All entries that follow are to be written out verbatim.

_____

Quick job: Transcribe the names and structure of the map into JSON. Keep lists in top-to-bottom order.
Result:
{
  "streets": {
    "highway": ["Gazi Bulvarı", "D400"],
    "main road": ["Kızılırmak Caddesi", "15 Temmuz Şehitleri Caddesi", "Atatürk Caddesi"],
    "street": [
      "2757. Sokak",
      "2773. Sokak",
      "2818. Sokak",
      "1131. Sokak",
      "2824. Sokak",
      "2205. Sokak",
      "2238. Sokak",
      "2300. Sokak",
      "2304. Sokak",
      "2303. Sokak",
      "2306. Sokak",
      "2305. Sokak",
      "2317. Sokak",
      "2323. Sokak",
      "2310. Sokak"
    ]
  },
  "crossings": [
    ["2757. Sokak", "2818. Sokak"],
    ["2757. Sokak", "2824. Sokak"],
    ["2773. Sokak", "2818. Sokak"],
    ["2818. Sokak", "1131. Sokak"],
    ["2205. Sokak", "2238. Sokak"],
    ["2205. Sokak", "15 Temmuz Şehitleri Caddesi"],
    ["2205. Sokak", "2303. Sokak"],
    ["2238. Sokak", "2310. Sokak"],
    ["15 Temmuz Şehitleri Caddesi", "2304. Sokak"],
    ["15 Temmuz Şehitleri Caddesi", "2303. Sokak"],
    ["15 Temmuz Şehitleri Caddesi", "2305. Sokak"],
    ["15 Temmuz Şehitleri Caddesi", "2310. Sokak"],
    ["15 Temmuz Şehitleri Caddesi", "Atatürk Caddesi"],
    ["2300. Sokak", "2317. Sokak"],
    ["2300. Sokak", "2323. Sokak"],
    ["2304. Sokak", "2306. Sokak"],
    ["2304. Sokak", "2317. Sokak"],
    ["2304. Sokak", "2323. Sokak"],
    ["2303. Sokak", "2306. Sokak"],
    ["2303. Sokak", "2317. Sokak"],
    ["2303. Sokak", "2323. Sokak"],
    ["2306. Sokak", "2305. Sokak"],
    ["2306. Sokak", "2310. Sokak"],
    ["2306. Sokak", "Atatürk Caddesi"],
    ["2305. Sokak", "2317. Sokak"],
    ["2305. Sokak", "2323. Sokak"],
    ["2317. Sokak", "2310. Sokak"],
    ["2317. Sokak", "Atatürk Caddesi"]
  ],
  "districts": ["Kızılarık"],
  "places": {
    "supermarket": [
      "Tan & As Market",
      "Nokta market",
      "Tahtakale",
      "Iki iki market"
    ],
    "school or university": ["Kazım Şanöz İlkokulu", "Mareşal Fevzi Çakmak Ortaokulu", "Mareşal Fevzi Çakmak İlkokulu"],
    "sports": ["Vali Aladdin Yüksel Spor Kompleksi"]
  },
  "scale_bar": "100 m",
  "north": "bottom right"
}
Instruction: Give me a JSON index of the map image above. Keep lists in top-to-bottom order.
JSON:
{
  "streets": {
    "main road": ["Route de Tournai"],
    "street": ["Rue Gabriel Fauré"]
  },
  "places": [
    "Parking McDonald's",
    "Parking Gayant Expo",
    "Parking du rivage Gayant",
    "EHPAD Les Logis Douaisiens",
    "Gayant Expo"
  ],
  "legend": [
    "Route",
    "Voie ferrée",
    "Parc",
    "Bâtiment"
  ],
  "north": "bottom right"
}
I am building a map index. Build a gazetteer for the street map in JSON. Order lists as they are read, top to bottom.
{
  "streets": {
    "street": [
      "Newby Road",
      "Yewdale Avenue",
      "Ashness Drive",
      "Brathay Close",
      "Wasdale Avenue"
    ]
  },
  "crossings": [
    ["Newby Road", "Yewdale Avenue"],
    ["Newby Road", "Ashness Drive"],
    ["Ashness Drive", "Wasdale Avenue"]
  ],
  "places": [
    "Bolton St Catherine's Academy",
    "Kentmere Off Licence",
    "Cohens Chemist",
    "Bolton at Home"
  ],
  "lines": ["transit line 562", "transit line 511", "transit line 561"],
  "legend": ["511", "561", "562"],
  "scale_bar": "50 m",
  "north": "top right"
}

_____

SOLUTION TO THIS EXERCISE:
Quick job: Transcribe the names and structure of the map into JSON. Keep lists in top-to-bottom order.
Result:
{
  "streets": {
    "highway": ["Gazi Bulvarı", "D400"],
    "main road": ["Kızılırmak Caddesi", "15 Temmuz Şehitleri Caddesi", "Atatürk Caddesi"],
    "street": [
      "2757. Sokak",
      "2773. Sokak",
      "2818. Sokak",
      "1131. Sokak",
      "2824. Sokak",
      "2205. Sokak",
      "2238. Sokak",
      "2300. Sokak",
      "2304. Sokak",
      "2303. Sokak",
      "2306. Sokak",
      "2305. Sokak",
      "2317. Sokak",
      "2323. Sokak",
      "2310. Sokak"
    ]
  },
  "crossings": [
    ["2757. Sokak", "2818. Sokak"],
    ["2757. Sokak", "2824. Sokak"],
    ["2773. Sokak", "2818. Sokak"],
    ["2818. Sokak", "1131. Sokak"],
    ["2205. Sokak", "2238. Sokak"],
    ["2205. Sokak", "15 Temmuz Şehitleri Caddesi"],
    ["2205. Sokak", "2303. Sokak"],
    ["2238. Sokak", "2310. Sokak"],
    ["15 Temmuz Şehitleri Caddesi", "2304. Sokak"],
    ["15 Temmuz Şehitleri Caddesi", "2303. Sokak"],
    ["15 Temmuz Şehitleri Caddesi", "2305. Sokak"],
    ["15 Temmuz Şehitleri Caddesi", "2310. Sokak"],
    ["15 Temmuz Şehitleri Caddesi", "Atatürk Caddesi"],
    ["2300. Sokak", "2317. Sokak"],
    ["2300. Sokak", "2323. Sokak"],
    ["2304. Sokak", "2306. Sokak"],
    ["2304. Sokak", "2317. Sokak"],
    ["2304. Sokak", "2323. Sokak"],
    ["2303. Sokak", "2306. Sokak"],
    ["2303. Sokak", "2317. Sokak"],
    ["2303. Sokak", "2323. Sokak"],
    ["2306. Sokak", "2305. Sokak"],
    ["2306. Sokak", "2310. Sokak"],
    ["2306. Sokak", "Atatürk Caddesi"],
    ["2305. Sokak", "2317. Sokak"],
    ["2305. Sokak", "2323. Sokak"],
    ["2317. Sokak", "2310. Sokak"],
    ["2317. Sokak", "Atatürk Caddesi"]
  ],
  "districts": ["Kızılarık"],
  "places": {
    "supermarket": [
      "Tan & As Market",
      "Nokta market",
      "Tahtakale",
      "Iki iki market"
    ],
    "school or university": ["Kazım Şanöz İlkokulu", "Mareşal Fevzi Çakmak Ortaokulu", "Mareşal Fevzi Çakmak İlkokulu"],
    "sports": ["Vali Aladdin Yüksel Spor Kompleksi"]
  },
  "scale_bar": "100 m",
  "north": "bottom right"
}
Instruction: Give me a JSON index of the map image above. Keep lists in top-to-bottom order.
JSON:
{
  "streets": {
    "main road": ["Route de Tournai"],
    "street": ["Rue Gabriel Fauré"]
  },
  "places": [
    "Parking McDonald's",
    "Parking Gayant Expo",
    "Parking du rivage Gayant",
    "EHPAD Les Logis Douaisiens",
    "Gayant Expo"
  ],
  "legend": [
    "Route",
    "Voie ferrée",
    "Parc",
    "Bâtiment"
  ],
  "north": "bottom right"
}
I am building a map index. Build a gazetteer for the street map in JSON. Order lists as they are read, top to bottom.
{
  "streets": {
    "street": [
      "Newby Road",
      "Yewdale Avenue",
      "Ashness Drive",
      "Brathay Close",
      "Wasdale Avenue"
    ]
  },
  "crossings": [
    ["Newby Road", "Yewdale Avenue"],
    ["Newby Road", "Ashness Drive"],
    ["Ashness Drive", "Wasdale Avenue"]
  ],
  "places": [
    "Bolton St Catherine's Academy",
    "Kentmere Off Licence",
    "Cohens Chemist",
    "Bolton at Home"
  ],
  "lines": ["transit line 562", "transit line 511", "transit line 561"],
  "legend": ["511", "561", "562"],
  "scale_bar": "50 m",
  "north": "top right"
}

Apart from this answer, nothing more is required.